Anyway, these are nitpicks, mainly. The idea is that I hoped this test would have some samples against some popular frameworks. I have seen https://github.com/arey/java-object-mapper-benchmark, though. It's just that your results rely on those tests and I am not sure about their correctness (without understanding them, those are meaningless numbers: look how the benchmark presents that "direct" mapping is slower than "map-struct")

There's that tricky question :) I wanted to do that in #23 but decided against it as I would have to maintain other mapper implementations in my repository and people would complain about non-idiomatic / non-best-performing usage of other frameworks. That's why I have linked to the repository you linked to in the PerformanceBenchmarkTest. I have highlighted the "weird" performance issues here but it seems like the author did not want to update the numbers. Datus numbers have improved by 50% too compared to the last run so... there's that :)

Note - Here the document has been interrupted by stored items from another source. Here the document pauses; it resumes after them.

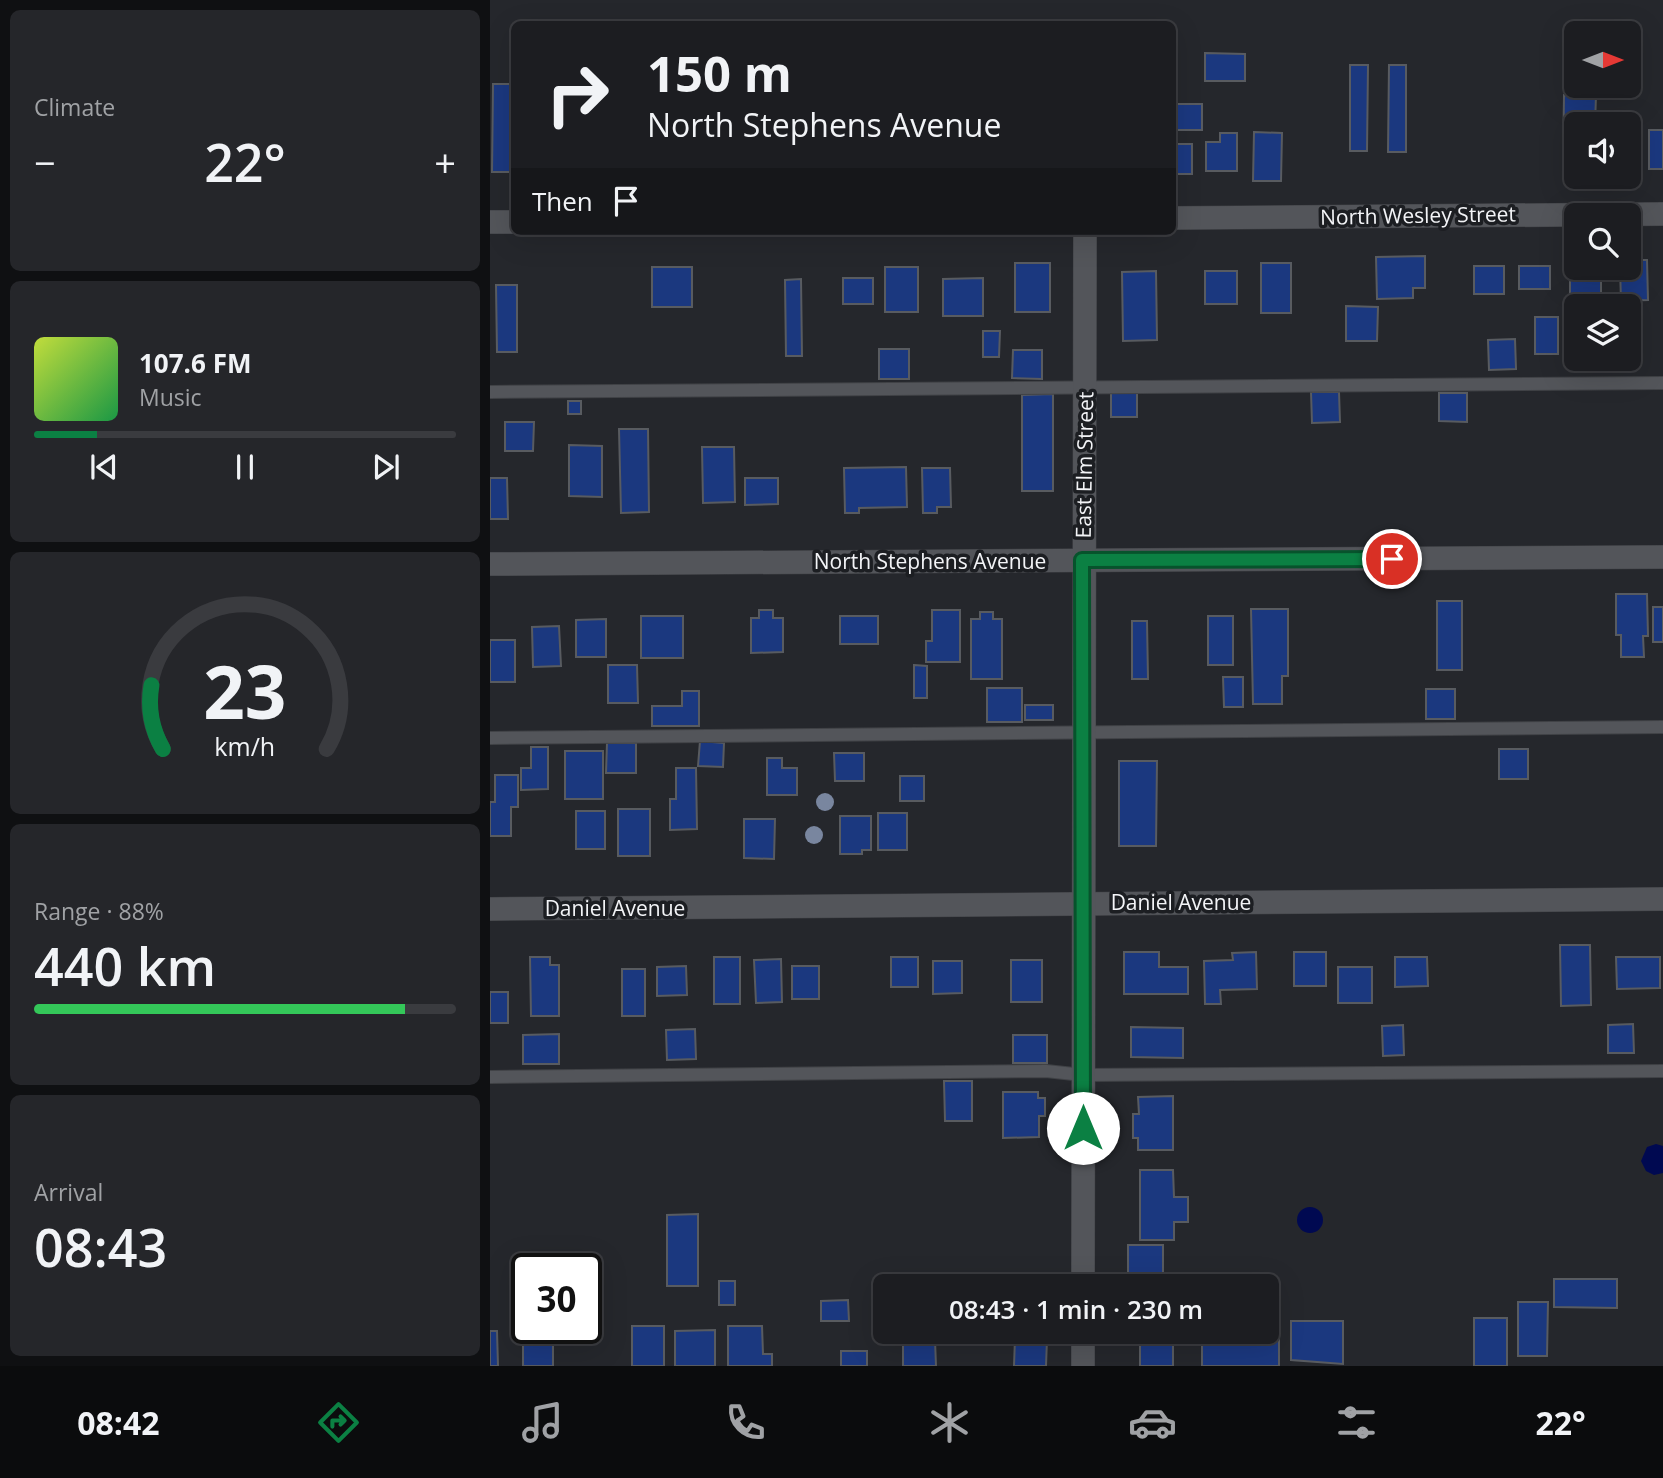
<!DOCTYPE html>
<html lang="en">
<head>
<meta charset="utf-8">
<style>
  :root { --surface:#1c1d21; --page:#25262a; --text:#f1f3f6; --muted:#a0a2a5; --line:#3a3b3f; --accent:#0b8043 }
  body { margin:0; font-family:"Open Sans",sans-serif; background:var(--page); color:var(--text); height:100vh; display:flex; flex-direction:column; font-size:26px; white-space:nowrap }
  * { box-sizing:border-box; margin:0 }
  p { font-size:23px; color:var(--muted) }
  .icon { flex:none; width:38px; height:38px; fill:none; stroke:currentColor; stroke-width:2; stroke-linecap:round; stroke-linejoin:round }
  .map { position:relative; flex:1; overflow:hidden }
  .drawer { display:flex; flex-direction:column; gap:10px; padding:10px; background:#0f1012; width:490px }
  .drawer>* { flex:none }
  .guide { position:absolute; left:21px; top:21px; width:665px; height:214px; border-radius:10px; box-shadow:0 7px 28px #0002,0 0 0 2px var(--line); background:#1c1d21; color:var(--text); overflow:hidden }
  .needle { width:46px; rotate:90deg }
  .fabs { position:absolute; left:1074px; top:21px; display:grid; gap:14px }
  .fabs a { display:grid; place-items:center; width:77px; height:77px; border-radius:10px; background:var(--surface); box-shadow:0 7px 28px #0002,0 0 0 2px var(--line); font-size:35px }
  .speed { position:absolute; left:21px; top:1253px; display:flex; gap:14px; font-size:35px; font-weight:700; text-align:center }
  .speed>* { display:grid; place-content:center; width:91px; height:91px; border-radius:50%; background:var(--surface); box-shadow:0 7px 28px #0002,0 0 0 2px var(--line); line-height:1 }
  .speed .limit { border:4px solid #111; border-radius:10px; background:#fff; color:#111 }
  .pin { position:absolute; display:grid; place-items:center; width:60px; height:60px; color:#fff; margin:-30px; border:4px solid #fff; border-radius:50%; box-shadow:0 2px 7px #0007 }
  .me { position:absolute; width:77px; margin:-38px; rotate:0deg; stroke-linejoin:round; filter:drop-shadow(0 0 5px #0008) }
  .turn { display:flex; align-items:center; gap:24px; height:147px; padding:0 21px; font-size:32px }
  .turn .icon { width:91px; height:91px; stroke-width:2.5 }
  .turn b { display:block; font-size:49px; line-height:60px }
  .then { display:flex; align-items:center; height:66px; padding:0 21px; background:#0003; gap:14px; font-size:26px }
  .big { font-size:52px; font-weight:600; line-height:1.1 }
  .drawer .widget { flex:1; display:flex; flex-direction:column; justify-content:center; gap:10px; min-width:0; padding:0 24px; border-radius:10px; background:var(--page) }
  .drawer .dial { align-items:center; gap:0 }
  .dial svg { height:182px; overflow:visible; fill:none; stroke:var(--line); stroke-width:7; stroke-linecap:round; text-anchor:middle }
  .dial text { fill:var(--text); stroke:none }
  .song { display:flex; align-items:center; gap:21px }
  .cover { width:84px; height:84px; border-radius:10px; background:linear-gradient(135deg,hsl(70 70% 55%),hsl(140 70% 35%)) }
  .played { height:7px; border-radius:4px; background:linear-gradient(90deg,var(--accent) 15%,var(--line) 15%) }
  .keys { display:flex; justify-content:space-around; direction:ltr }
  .heat { display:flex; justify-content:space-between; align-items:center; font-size:38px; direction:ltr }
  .charge { height:10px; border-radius:5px; background:linear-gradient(90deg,#34c759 88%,var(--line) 0) }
  .trip { position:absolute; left:383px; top:1274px; width:406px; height:70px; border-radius:10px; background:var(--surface); box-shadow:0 7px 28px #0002,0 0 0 2px var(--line); font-weight:600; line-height:70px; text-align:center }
  .tabs { display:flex; height:112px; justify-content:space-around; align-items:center; background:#0b0c0d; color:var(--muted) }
  .tabs .icon { width:49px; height:49px }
  .tabs .on { color:var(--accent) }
  .tabs b { font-size:32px; color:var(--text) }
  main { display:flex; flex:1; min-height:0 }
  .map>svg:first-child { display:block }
  .water { fill:#000951 }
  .building { fill:#1b387f; stroke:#585b60; stroke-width:2 }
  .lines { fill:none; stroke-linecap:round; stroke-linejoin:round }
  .service-casing { stroke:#404246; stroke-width:14 }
  .minor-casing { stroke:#404246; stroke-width:24 }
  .service { stroke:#53555a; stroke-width:12 }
  .minor { stroke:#53555a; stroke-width:23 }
  .tree { fill:#79869f }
  .route-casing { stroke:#07532c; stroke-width:18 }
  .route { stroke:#0b8043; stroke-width:12 }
  .labels { text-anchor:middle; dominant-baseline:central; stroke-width:7; stroke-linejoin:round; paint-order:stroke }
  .street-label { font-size:21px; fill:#f3f4f7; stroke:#1c1e22 }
</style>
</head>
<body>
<main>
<section class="drawer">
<div class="widget"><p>Climate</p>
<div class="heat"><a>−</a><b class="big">22°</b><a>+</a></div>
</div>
<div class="widget">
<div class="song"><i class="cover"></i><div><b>107.6 FM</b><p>Music</p></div></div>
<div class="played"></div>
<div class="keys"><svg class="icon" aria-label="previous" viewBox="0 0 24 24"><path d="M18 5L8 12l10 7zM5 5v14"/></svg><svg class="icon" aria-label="pause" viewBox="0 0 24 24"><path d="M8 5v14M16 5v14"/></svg><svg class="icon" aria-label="next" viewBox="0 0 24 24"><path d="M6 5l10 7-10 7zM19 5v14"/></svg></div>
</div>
<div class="widget dial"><svg viewBox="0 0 100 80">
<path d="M14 69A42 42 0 1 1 86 69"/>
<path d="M14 69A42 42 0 0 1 9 41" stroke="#0b8043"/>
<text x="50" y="56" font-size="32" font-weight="700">23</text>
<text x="50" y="72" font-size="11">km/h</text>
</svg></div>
<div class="widget"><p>Range · 88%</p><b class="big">440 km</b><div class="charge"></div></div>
<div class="widget"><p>Arrival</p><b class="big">08:43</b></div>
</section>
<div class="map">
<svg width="1173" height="1366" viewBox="0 0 1173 1366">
  <rect width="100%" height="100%" fill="#25272c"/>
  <!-- water -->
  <g class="water">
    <path d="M1166,1144L1173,1146V1173L1164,1175L1156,1171L1151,1161L1157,1147Z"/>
    <circle cx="820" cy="1220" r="13"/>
  </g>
  <!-- building -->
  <g class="building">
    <path d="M715,53L755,54V81H715Z"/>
    <path d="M860,65H878L877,151H860Z"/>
    <path d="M899,65H916V152H898Z"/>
    <path d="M3,84H22L21,172H2Z"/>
    <path d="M1074,95L1106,96L1105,124H1087V165H1073Z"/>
    <rect x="685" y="104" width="27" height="26"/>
    <rect x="1159" y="130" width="14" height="39"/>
    <path d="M764,132L792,133L791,181H763Z"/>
    <path d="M730,133H747V171H716V142H730Z"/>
    <rect x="682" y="144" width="20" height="30"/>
    <path d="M935,256V288H923V298L887,299L886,257Z"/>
    <path d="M1080,259H1087V268H1111V304H1080Z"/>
    <path d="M1139,260H1157L1158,300L1131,301L1130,268H1139Z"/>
    <rect x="525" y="263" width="35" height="49"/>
    <rect x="771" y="263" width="30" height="50"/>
    <rect x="984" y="266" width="30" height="28"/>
    <rect x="1029" y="266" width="31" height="23"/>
    <rect x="162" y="267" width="40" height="40"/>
    <rect x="395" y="267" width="33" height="45"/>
    <path d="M666,271L667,340L633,341L632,272Z"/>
    <rect x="715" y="271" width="32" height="33"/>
    <rect x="353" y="278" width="30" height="26"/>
    <path d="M493,278V316H453V279Z"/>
    <path d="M311,279L312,356H296L295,280Z"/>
    <path d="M6,285H27V352H7Z"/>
    <path d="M856,306L888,307L887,341H856Z"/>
    <rect x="1045" y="317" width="23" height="37"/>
    <path d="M493,331H510L509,357H493Z"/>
    <path d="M1025,339L1026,369L999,370L998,340Z"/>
    <rect x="389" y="349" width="30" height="30"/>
    <path d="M523,350H552V379L522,378Z"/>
    <rect x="621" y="391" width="26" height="26"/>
    <path d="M821,392H849L850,422L822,423Z"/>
    <path d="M949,393H977V422L949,421Z"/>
    <path d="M563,394V491H532V395Z"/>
    <rect x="78" y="401" width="13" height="13"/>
    <path d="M15,422H44L43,451H15Z"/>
    <path d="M129,429H158L159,512L131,513Z"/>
    <path d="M79,445L112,446V497L79,496Z"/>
    <path d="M212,447H244L245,502L213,503Z"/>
    <path d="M416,467L417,507L369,508V513H355L354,468Z"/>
    <path d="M432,468H460L461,507H447V513H433Z"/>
    <path d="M0,478H17L18,519H0Z"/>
    <path d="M255,478H288V504L255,505Z"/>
    <path d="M1126,594H1157L1158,636H1153L1154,657H1131V635H1126Z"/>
    <rect x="947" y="601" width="25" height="69"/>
    <rect x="1163" y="607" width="10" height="35"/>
    <path d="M761,609H798V676H792V704H763Z"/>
    <path d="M269,610H283V618H293V652L261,653V618H269Z"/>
    <path d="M442,610H470V662H436V641H442Z"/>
    <path d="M490,612H503V619H512V679H481V619H490Z"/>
    <rect x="151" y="616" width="42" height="42"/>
    <rect x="350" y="616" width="38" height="28"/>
    <rect x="718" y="616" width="25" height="49"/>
    <path d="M116,619V657H86V620Z"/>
    <path d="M642,621H657L658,679H642Z"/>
    <path d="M69,626L71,666L43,667L42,627Z"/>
    <rect x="0" y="640" width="25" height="42"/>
    <path d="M118,665H147L148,703H118Z"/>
    <path d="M424,665L437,666V698H424Z"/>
    <path d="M733,677H753V707H734Z"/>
    <rect x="497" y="688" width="35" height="34"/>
    <rect x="936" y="689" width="29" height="30"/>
    <path d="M192,691H209V726H162V706H192Z"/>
    <rect x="535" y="705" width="28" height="15"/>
    <path d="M210,741L234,743L233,767L208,766Z"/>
    <path d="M117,743H146V773H116Z"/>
    <path d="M41,747H58V789L31,790V768H41Z"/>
    <rect x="1009" y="749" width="29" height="30"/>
    <rect x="75" y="751" width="38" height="48"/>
    <path d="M344,753H374V781H345Z"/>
    <path d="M277,758H292V768H307V795H277Z"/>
    <path d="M629,761H667L666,846H629Z"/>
    <path d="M186,768H206L207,829L180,830V799H186Z"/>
    <path d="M5,775H28V807H21V836H0V802H5Z"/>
    <rect x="410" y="776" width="24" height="25"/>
    <rect x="128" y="809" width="32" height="47"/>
    <rect x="86" y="811" width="29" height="38"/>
    <rect x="388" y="813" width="29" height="37"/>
    <path d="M350,816H381V850H372V854H350Z"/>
    <path d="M254,819H285L284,859L254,858Z"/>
    <path d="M1070,945H1100L1101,1005L1071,1006Z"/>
    <path d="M634,952H669V967H698V994H634Z"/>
    <path d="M766,952L767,989L730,990L731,1004H715L714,961L743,960L742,953Z"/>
    <rect x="804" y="952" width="32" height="34"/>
    <path d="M40,957H60V965H69V1016H41Z"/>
    <rect x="224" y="957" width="26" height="47"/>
    <rect x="401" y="957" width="27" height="30"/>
    <path d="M905,957H937L938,986L905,987Z"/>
    <path d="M1126,957H1170V988L1127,989Z"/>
    <path d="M291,959L292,1002L266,1003L264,960Z"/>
    <rect x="521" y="960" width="31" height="42"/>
    <path d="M443,961H472V993L443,994Z"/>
    <path d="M196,966L197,995L167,996V967Z"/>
    <rect x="302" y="966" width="27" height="33"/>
    <rect x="848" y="967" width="34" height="36"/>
    <rect x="132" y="969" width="23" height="47"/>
    <rect x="0" y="992" width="18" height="31"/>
    <path d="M1143,1024L1144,1053H1118V1025Z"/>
    <path d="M913,1025L914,1055L893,1056L892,1026Z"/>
    <path d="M641,1027L693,1028V1058L641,1057Z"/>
    <path d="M205,1029L206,1059L177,1060L176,1030Z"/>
    <path d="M69,1034V1064H33V1035Z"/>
    <rect x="523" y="1035" width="34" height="28"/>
    <path d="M454,1081H482V1121H455Z"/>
    <path d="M513,1092H548V1098H555V1116H549V1137L513,1138Z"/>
    <path d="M683,1096V1150H648V1138H643V1114H649L648,1097Z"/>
    <path d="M650,1170H683L684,1197H698V1222H684V1240H650Z"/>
    <path d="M208,1214V1286H177V1215Z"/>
    <rect x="638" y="1245" width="35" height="41"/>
    <path d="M1064,1279H1127V1308L1064,1307Z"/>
    <rect x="229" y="1281" width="16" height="24"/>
    <path d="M358,1300L359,1321H331V1301Z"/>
    <path d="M1028,1302H1058L1057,1356H1028Z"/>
    <rect x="984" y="1318" width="33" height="48"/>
    <path d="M801,1321H853V1364L801,1360Z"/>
    <rect x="142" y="1326" width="32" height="40"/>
    <path d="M238,1326H272L273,1354H282V1366H238Z"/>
    <path d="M225,1330V1366H185V1331Z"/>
    <path d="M0,1331H7L8,1366H0Z"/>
    <path d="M744,1332H767V1338H789V1366H712V1338H744Z"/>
    <rect x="650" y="1336" width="33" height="30"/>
    <path d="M525,1338L557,1339L556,1366H524Z"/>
    <path d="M445,1340L446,1366H413V1341Z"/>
    <rect x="33" y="1342" width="30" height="24"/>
    <rect x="351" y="1351" width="26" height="15"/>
  </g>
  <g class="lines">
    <!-- service casing -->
    <g class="service-casing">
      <g id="service">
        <path d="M0,392L1173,383"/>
        <path d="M0,738L1173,727"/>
        <path d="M0,1077L556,1071L593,1075L1173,1071"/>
      </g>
    </g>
    <!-- minor casing -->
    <g class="minor-casing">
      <g id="minor">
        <path d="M682,218L1173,214"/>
        <path d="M0,222H24"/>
        <path d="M0,564L1173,557"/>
        <path d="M0,909L1173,899"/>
        <path d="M593,1286L595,231"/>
        <path d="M593,1332V1366"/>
      </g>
    </g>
    <!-- service -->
    <use href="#service" class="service"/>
    <!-- minor -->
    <use href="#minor" class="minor"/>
  </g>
  <!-- trees -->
  <g class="tree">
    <circle cx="335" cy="802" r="9"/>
    <circle cx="324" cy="835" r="9"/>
  </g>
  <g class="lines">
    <!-- route casing -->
    <g class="route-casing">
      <path id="route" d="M593,1128L592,560L902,559"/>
    </g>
    <!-- route -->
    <use href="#route" class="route"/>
  </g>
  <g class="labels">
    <!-- street labels -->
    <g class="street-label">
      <text transform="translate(928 215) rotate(-1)">North Wesley Street</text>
      <text transform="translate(594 465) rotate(-89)">East Elm Street</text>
      <text x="440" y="561">North Stephens Avenue</text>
      <text x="691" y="902">Daniel Avenue</text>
      <text x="125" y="908">Daniel Avenue</text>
    </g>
  </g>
</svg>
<div class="fabs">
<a><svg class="needle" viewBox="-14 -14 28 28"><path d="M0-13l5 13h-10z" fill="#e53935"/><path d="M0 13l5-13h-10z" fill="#a0a2a5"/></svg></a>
<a><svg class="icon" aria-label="sound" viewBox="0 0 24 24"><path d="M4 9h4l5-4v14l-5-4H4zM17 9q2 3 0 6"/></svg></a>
<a><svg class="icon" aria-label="search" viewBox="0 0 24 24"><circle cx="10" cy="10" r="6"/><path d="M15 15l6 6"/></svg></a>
<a><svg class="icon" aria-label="layers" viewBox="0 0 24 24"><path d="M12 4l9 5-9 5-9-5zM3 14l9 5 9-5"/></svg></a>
</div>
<div class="speed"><div class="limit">30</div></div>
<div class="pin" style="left:902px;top:559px;background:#d93025"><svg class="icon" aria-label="arrive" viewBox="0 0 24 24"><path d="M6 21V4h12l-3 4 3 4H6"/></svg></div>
<svg class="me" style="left:593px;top:1128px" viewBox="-20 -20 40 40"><circle r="19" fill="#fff"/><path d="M0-13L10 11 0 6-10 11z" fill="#0b8043"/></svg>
<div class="trip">08:43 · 1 min · 230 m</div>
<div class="guide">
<div class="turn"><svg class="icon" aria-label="right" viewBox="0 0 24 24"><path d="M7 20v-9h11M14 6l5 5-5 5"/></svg><div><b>150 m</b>North Stephens Avenue</div></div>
<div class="then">Then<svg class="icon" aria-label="arrive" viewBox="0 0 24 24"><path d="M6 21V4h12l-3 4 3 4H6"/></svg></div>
</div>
</div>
</main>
<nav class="tabs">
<b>08:42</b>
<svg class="icon on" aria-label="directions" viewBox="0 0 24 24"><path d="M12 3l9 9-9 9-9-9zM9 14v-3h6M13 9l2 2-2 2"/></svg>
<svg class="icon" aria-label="music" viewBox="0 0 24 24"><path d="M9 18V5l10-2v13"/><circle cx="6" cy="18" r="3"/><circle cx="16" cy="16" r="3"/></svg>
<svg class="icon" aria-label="phone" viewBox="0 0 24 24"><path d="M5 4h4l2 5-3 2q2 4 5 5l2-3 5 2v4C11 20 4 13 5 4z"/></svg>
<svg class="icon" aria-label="climate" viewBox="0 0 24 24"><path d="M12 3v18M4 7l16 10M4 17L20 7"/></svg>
<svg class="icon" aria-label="car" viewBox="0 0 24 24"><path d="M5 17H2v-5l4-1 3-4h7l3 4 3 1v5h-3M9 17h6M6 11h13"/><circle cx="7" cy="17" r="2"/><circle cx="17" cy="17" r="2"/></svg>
<svg class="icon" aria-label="filters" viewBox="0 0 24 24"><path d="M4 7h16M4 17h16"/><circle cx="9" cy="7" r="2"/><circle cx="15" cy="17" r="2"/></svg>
<b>22°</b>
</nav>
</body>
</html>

I wonder if I should provide a PR against some data mappings libraries inside (or a separate project/child from datus)?

To put it bluntly: I still don't want to maintain 3rd-party mapper implementations for 8-XX frameworks for the aforementioned reasons. I think it would be best to go to arey's repo and open issues etc.

I see. Thx for the follow-up. I think it's safe we close this and I understand the reasonings.